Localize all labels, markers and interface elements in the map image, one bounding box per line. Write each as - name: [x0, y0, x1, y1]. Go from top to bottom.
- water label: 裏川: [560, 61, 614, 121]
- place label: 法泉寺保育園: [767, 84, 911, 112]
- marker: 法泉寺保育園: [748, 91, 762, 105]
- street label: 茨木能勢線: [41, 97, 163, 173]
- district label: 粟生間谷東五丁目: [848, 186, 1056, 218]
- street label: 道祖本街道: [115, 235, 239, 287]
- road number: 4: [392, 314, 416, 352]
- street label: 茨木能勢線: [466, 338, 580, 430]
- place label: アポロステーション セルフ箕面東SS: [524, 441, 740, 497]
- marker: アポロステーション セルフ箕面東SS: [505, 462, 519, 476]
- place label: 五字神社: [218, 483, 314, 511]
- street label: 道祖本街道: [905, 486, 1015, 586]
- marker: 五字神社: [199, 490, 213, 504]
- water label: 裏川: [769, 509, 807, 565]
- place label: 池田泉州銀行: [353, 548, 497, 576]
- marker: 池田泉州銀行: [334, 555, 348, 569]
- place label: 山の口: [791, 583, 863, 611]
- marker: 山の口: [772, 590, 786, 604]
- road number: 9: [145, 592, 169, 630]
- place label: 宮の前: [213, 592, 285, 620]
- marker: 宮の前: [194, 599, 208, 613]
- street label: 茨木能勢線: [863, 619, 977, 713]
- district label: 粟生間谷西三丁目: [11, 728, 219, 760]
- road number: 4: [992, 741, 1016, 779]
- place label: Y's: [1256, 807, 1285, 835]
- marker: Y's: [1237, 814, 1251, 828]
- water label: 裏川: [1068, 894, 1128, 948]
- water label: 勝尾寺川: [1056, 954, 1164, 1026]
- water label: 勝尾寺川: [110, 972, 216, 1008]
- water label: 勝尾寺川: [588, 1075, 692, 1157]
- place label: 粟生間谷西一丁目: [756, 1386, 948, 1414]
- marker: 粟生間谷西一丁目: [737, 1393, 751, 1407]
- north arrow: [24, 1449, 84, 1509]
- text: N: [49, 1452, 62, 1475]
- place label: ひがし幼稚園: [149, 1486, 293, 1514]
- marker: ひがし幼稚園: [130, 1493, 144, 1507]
--*--
What is being asked.
All of the lines above should be returned exactly as written.

Result.
Localize all labels, markers and interface elements in the map image, one bounding box per line. Write each as - name: [x0, y0, x1, y1]. Go from top to bottom.
- water label: 裏川: [560, 61, 614, 121]
- place label: 法泉寺保育園: [767, 84, 911, 112]
- marker: 法泉寺保育園: [748, 91, 762, 105]
- street label: 茨木能勢線: [41, 97, 163, 173]
- district label: 粟生間谷東五丁目: [848, 186, 1056, 218]
- street label: 道祖本街道: [115, 235, 239, 287]
- road number: 4: [392, 314, 416, 352]
- street label: 茨木能勢線: [466, 338, 580, 430]
- place label: アポロステーション セルフ箕面東SS: [524, 441, 740, 497]
- marker: アポロステーション セルフ箕面東SS: [505, 462, 519, 476]
- place label: 五字神社: [218, 483, 314, 511]
- street label: 道祖本街道: [905, 486, 1015, 586]
- marker: 五字神社: [199, 490, 213, 504]
- water label: 裏川: [769, 509, 807, 565]
- place label: 池田泉州銀行: [353, 548, 497, 576]
- marker: 池田泉州銀行: [334, 555, 348, 569]
- place label: 山の口: [791, 583, 863, 611]
- marker: 山の口: [772, 590, 786, 604]
- road number: 9: [145, 592, 169, 630]
- place label: 宮の前: [213, 592, 285, 620]
- marker: 宮の前: [194, 599, 208, 613]
- street label: 茨木能勢線: [863, 619, 977, 713]
- district label: 粟生間谷西三丁目: [11, 728, 219, 760]
- road number: 4: [992, 741, 1016, 779]
- place label: Y's: [1256, 807, 1285, 835]
- marker: Y's: [1237, 814, 1251, 828]
- water label: 裏川: [1068, 894, 1128, 948]
- water label: 勝尾寺川: [1056, 954, 1164, 1026]
- water label: 勝尾寺川: [110, 972, 216, 1008]
- water label: 勝尾寺川: [588, 1075, 692, 1157]
- place label: 粟生間谷西一丁目: [756, 1386, 948, 1414]
- marker: 粟生間谷西一丁目: [737, 1393, 751, 1407]
- north arrow: [24, 1449, 84, 1509]
- text: N: [49, 1452, 62, 1475]
- place label: ひがし幼稚園: [149, 1486, 293, 1514]
- marker: ひがし幼稚園: [130, 1493, 144, 1507]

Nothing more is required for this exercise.